Studio album by Trin-i-tee 5:7
- Released: July 14, 1998
- Length: 49:50
- Label: GospoCentric
- Producers: A-Tone; Percy Bady; Kevin Bond; Buster & Shavoni; R. Kelly; Stan Scates; Soulshock & Karlin;

Trin-i-tee 5:7 chronology
|  | Trin-i-tee 5:7 (1998) | Spiritual Love (1999) |

= Trin-i-tee 5:7 (album) =

Trin-i-tee 5:7 is the debut studio album by American gospel group Trin-i-tee 5:7. It was released by GospoCentric on July 14, 1998, in the United States. This was the first and only album to feature original member Terri Brown who would leave the following year. In 2011, Taylor and Hayes re-recorded the remix of "God's Grace" from their Angel & Chanelle album with the original versions to the song.
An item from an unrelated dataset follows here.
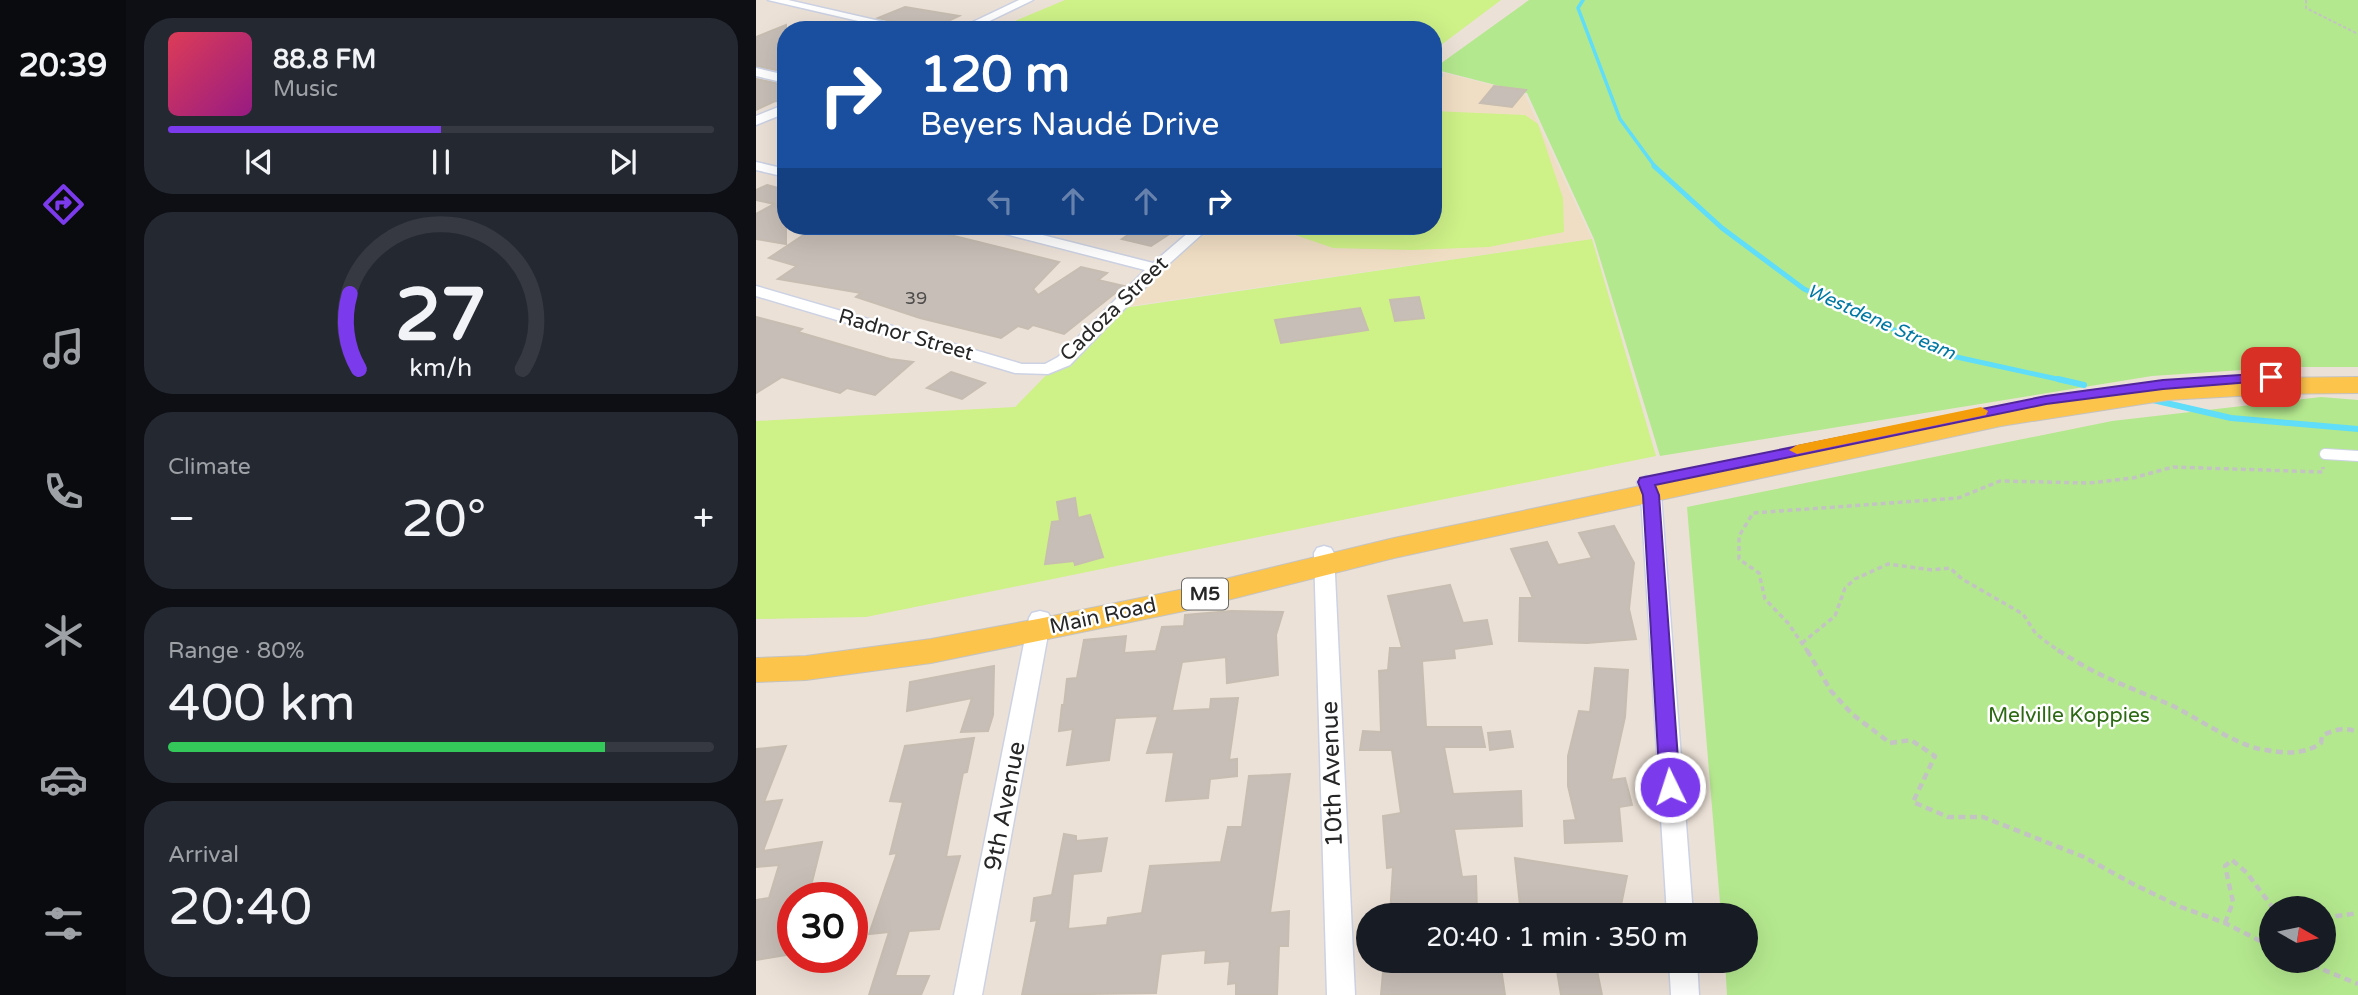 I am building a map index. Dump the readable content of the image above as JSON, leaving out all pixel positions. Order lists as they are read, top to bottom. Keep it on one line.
{"streets":{"main road":["M5","Main Road"],"street":["Cadoza Street","Radnor Street","10th Avenue","9th Avenue"]},"crossings":[["Cadoza Street","Radnor Street"],["M5","Main Road"],["Main Road","10th Avenue"],["Main Road","9th Avenue"]],"water":["Westdene Stream"],"parks":["Melville Koppies"],"house_numbers":["39"],"north":"right","page":{"tabs":"20:39","turn":["120 m","Beyers Naudé Drive"],"song":["88.8 FM","Music"],"tile":["Climate",["Range · 80%","400 km"],["Arrival","20:40"]],"heat":["−","20°","+"],"limit":"30","trip":"20:40 · 1 min · 350 m","gauge":["27","km/h"]}}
The album debuted at number 139 the US Billboard 200 and reached number one on the Top Gospel Albums, and number two on the Christian Albums. In 2000, it was certified Gold by the Recording Industry Association of America (RIAA). Trin-i-tee 5:7 spawned three singles, including "Oh! Mary Don't You Weep", "God's Grace", and "You Can Always Call His Name".

==Critical reception==

AllMusic editor Stephen Thomas Erlewine rated the album two and a half out of five stars. He felt that Trin-i-tee was "an admirable attempt to bring the cool, new jack R&B stylings of TLC to contemporary gospel. Since the sound is so sexy, it's a little strange to hear it in a sacred setting, but the tracks that do work on Trin-I-Tee 5:7 prove that this was a risk worth taking."

Professional ratings
Review scores
| Source | Rating |
| AllMusic | Star Half star |

==Track listing==

Trin-i-tee 5:7 track listing
| No. | Title | Producer(s) | Length |
|---|---|---|---|
| 1. | "Intro: I Won't Turn Back" | A-Tone; Stan Scates; | 1:04 |
| 2. | "God's Grace" | R. Kelly | 4:21 |
| 3. | "(You Can Always) Call His Name" | Buster & Shavoni | 3:57 |
| 4. | "Oh! Mary Don't You Weep" | Kevin Bond | 5:07 |
| 5. | "Saved Boy" (Interlude) | Bond | 0:24 |
| 6. | "Pray for Awhile" | Buster & Shavoni | 4:39 |
| 7. | "Good for Me" | Laythan Armor | 4:15 |
| 8. | "God's Blessing" | Percy Bady | 4:57 |
| 9. | "Sunshine" | A-Tone; Scates; | 4:21 |
| 10. | "With All My Heart" | Bady | 3:56 |
| 11. | "Interlude: Pork Chop" | Bond | 0:28 |
| 12. | "Respect Yourself" | Soulshock & Karlin | 4:30 |
| 13. | "Holy & Righteous" | Bady | 3:12 |
| 14. | "Call His Name" (The Remix) | Buster & Shavoni | 4:04 |
| 15. | "Trin-i-tee" (The Interlude) | Bond | 0:35 |
| Total length: |  |  | 49:50 |

==Charts==

===Weekly charts===

Weekly chart performance for Trin-i-tee 5:7
| Chart (1998) | Peak position |
|---|---|
| US Billboard 200 | 139 |
| US Top Gospel Albums (Billboard) | 1 |
| US Top R&B/Hip-Hop Albums (Billboard) | 20 |

===Year-end charts===

1998 year-end chart performance for Trin-i-tee 5:7
| Chart (1998) | Position |
|---|---|
| US Top R&B/Hip-Hop Albums (Billboard) | 95 |

1999 year-end chart performance for Trin-i-tee 5:7
| Chart (1999) | Position |
|---|---|
| US Top R&B/Hip-Hop Albums (Billboard) | 97 |

==Certifications==

Certifications for Trin-i-tee 5:7
| Region | Certification | Certified units/sales |
| United States (RIAA) | Gold | 500,000^{^} |
^{^} Shipments figures based on certification alone.